# Excited about the Weekend



## Paintlover24 (Jul 27, 2009)

I am so excited about this weekend because I will be competing at hunter/jumper horse show with my horse. This is the Hunter/jumper this horse will have been in. I have shown western pleasure/english pleasure with him. Also I have not shown hunters in a while because my last horse did not like it so we only got up to 2 ft jump height. This show I will only be jumping 18 in. but my horse loves to jump so in time we will get into the higher jump heights. 

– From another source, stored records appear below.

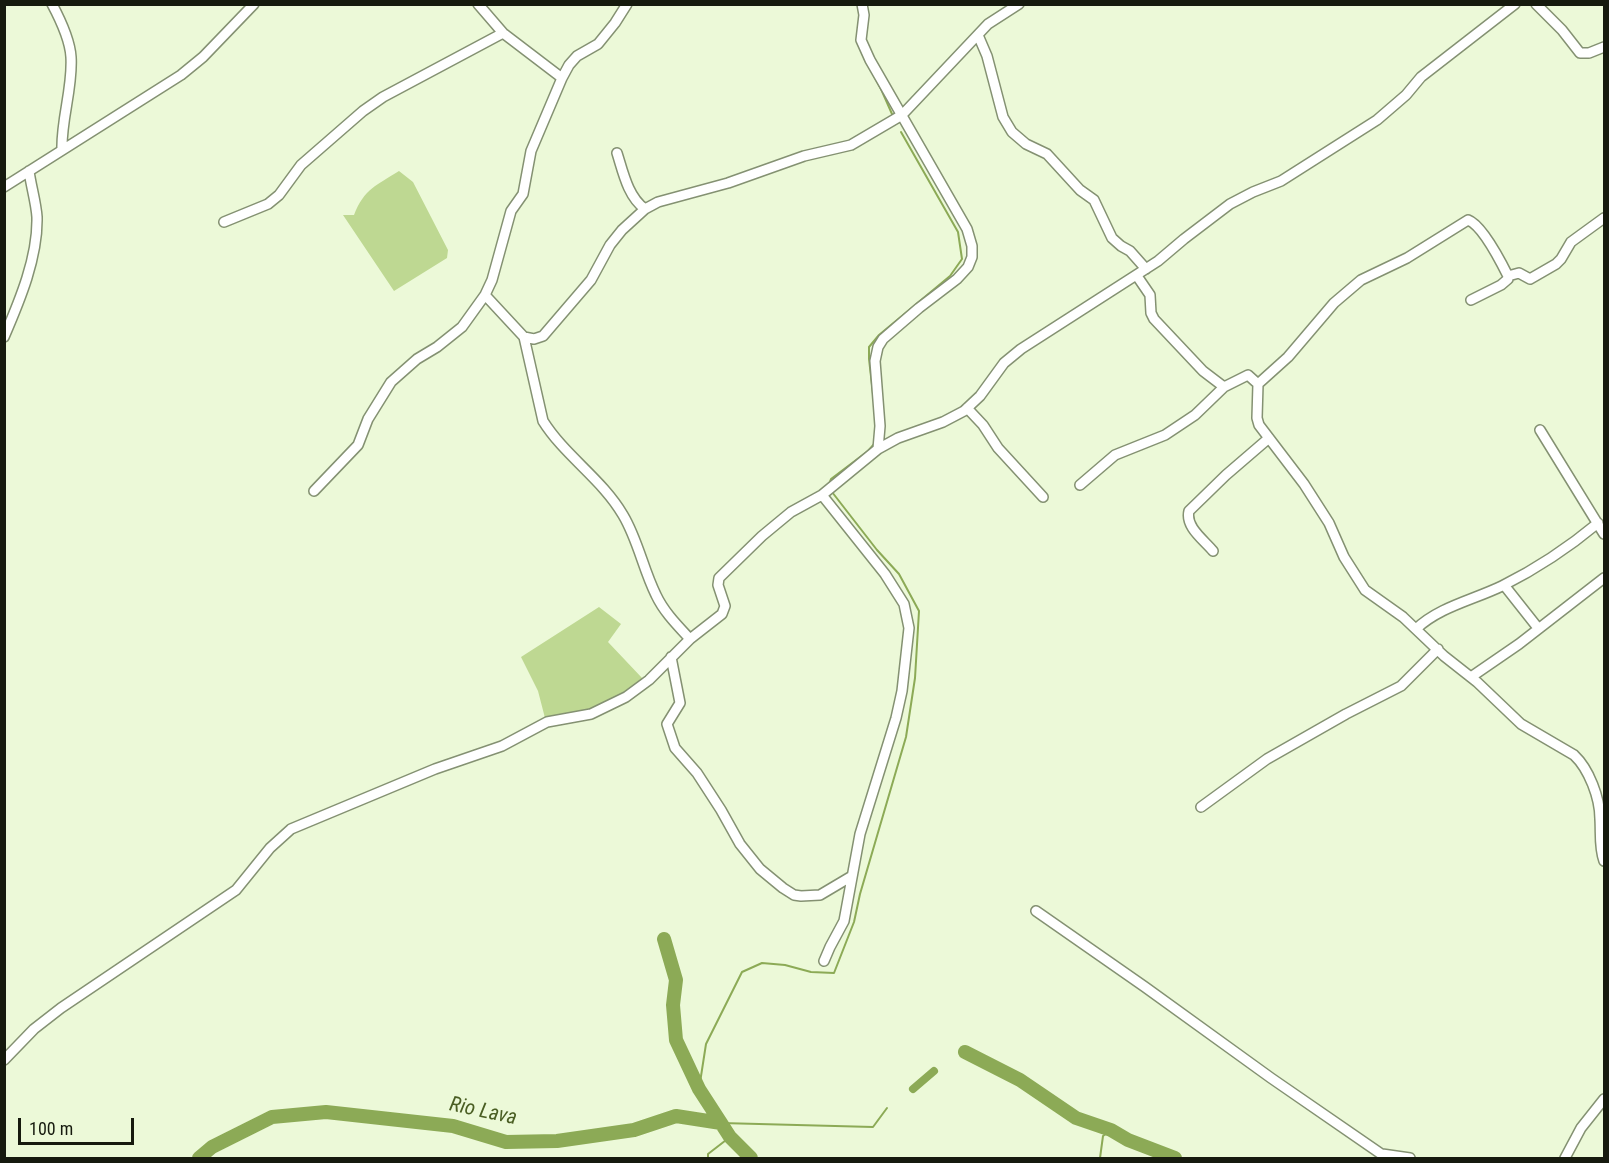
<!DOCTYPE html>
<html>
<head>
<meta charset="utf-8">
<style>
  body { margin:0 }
  #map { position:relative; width:1609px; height:1163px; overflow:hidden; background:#ecf9d8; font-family:"Roboto Condensed",sans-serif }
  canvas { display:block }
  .frame { position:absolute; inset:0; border:6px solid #161a0e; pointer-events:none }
  .scale { position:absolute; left:18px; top:1118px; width:116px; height:27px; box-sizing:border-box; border:3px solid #161a0e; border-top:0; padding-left:8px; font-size:18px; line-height:21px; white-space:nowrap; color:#161a0e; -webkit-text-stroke:4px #ecf9d8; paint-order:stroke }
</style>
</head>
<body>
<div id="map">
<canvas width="1609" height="1163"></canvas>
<div class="frame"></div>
<div class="scale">100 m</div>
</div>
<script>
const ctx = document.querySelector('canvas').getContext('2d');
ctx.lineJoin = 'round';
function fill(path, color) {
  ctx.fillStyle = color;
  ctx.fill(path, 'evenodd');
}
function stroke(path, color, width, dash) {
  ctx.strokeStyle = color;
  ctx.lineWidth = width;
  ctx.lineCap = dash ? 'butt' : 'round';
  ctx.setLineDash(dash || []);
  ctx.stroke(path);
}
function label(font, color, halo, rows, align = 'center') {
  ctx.font = font + ' "Roboto Condensed",sans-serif';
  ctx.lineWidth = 5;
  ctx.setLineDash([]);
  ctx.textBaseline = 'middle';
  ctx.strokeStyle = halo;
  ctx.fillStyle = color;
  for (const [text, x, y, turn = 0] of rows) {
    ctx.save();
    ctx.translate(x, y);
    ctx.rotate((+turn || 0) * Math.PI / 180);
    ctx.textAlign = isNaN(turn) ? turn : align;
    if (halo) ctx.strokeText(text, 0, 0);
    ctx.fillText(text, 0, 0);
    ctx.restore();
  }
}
const green = new Path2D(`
  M399,171l14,11 35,68 -1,8 -53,33 -51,-76h11c10,-26 23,-30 45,-44z
  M599,607l22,17 -13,18 35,37c-34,29 -55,32 -98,39l-7,-27 -17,-34z`);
const stream = new Path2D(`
  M865,59l16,30 11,25
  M873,394l-4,-35v-12l10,-12 71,-59 12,-17 -4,-27 -57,-100
  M829,484l2,-5 37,-28 7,-8
  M699,1089l7,-45 36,-72 20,-9 23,2 26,7 23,1 20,-51 6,-28 46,-157 9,-59 4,-67 -20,-37 -22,-24 -45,-58
  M721,1123l152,4 14,-19
  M708,1158v-4l22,-17
  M1100,1158l3,-22 8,-6`);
const canal = new Path2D(`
  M913,1089l21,-18`);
const river = new Path2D(`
  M664,939l12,41 -3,25 3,35 23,49 22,34 9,14 21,21
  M965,1052l55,28 56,38 35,12 17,10 47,18
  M199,1158l13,-11 60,-30 54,-5 127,14 53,16 51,-1 77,-11 42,-14 45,7`);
const street = new Path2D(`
  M52,4c8,15 18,36 19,53 2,31 -10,62 -9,93
  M478,4l25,29 59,45
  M627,4l-12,19 -17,21 -21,12 -8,9 -7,13 -31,73 -8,43 -12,17 -19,69 -7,15 39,42 10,2 9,-3 48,-56 19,-35 12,-15 23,-21 13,-7 70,-19 76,-27 47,-11 51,-30 86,-91 31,-20
  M1536,4l26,26 18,23h9l15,-6
  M978,35l9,21 16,61 9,15 14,12 21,10 33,36 14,10 18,38 9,8 9,5 16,18
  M617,153c6,19 11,44 28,56
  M4,187l177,-112 22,-18 51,-53
  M224,222l44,-18 11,-9 22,-30 62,-54 20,-14 120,-64
  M1137,276l13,19 1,18 3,6 49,52 21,16
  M1508,276l11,-3 11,6 26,-15 5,-5 10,-17 33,-24
  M1471,300l30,-15 7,-6v-3c-7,-14 -26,-51 -40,-56l-61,38 -46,22 -27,23 -46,54 -30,27 -1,34 2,7 45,59 25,39 15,34 21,33 38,27 41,39 33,26 44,42 53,31c15,14 26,43 26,64 1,15 -1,28 4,42
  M4,337c16,-37 34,-80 33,-120 -1,-15 -6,-31 -8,-46
  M524,337l19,84c22,35 59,58 80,94 15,25 20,54 33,80 8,17 21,30 34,44
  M967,408l16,17 15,23 45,49
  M1540,430l64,104
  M878,449l20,-11 45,-16 21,-11 16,-15 24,-33 17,-14 137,-88 26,-22 46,-35 23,-12 28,-11 96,-61 29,-25 15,-18 94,-73
  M1080,485l35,-30 50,-20 30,-20 29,-28 24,-12 10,9
  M314,491l44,-46 10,-26 23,-37 26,-23 20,-12 25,-20 23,-32
  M822,495l63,79 19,30 5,24 -7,63 -6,27 -36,116 -16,87 -14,26 -6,14
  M1213,551c-9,-11 -28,-24 -24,-40l37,-36 43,-37
  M1504,585l34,43
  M1416,629c23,-22 57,-29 86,-43 34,-17 66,-38 96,-63
  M671,657l9,46 -13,21 8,24 22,25 24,37 19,34 20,25 23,19 11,7 7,1 19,-1 32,-19
  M1471,677l48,-33 85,-66
  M1201,807l66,-48 79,-45 55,-28 37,-37
  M1036,911l109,76 126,91 116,80
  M4,1060l30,-31 27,-21 175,-118 34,-42 21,-19 144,-60 67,-23 45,-24 44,-8 35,-17 23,-17 41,-41 32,-25 3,-8 -7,-21 1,-7 43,-42 29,-24 31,-17 56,-46 2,-23 -5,-65 3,-14 5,-8 36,-31 38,-29 11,-12 4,-10v-11l-5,-17 -97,-169 -9,-20 3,-25 -2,-11
  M1382,1154l28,4
  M1565,1158l16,-30 23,-29`);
const waterNames = [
  ["Rio Lava",483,1112,12]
];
fill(green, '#bed892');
stroke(stream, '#8caa56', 2);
stroke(canal, '#8caa56', 8);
stroke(river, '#8caa56', 14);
stroke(street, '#849172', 12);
stroke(street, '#fff', 9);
label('italic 21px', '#4a5e23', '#ecf9d8', waterNames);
</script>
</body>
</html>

Now I have got to finish my homework for the semester and I will also be done completely done with college. I also have a job in my field so I feel that I have been very blessed!!


----------



## Farmer Kitty (Jul 27, 2009)

Good luck with the show and congratulations on finishing college and landing a job in your field!


----------



## Paintlover24 (Jul 27, 2009)

Thank you Farmer Kitty!!


----------



## homesteadingcowgirl (Jul 27, 2009)

Good for you and good luck this weekend at the horse show!!

cowgirl


----------



## 2468herdsrgr8 (Jul 29, 2009)

Good Luck ! Have Fun !


----------



## laughingllama75 (Jul 29, 2009)

yay for you! Hope all goes well, good luck and have fun!


----------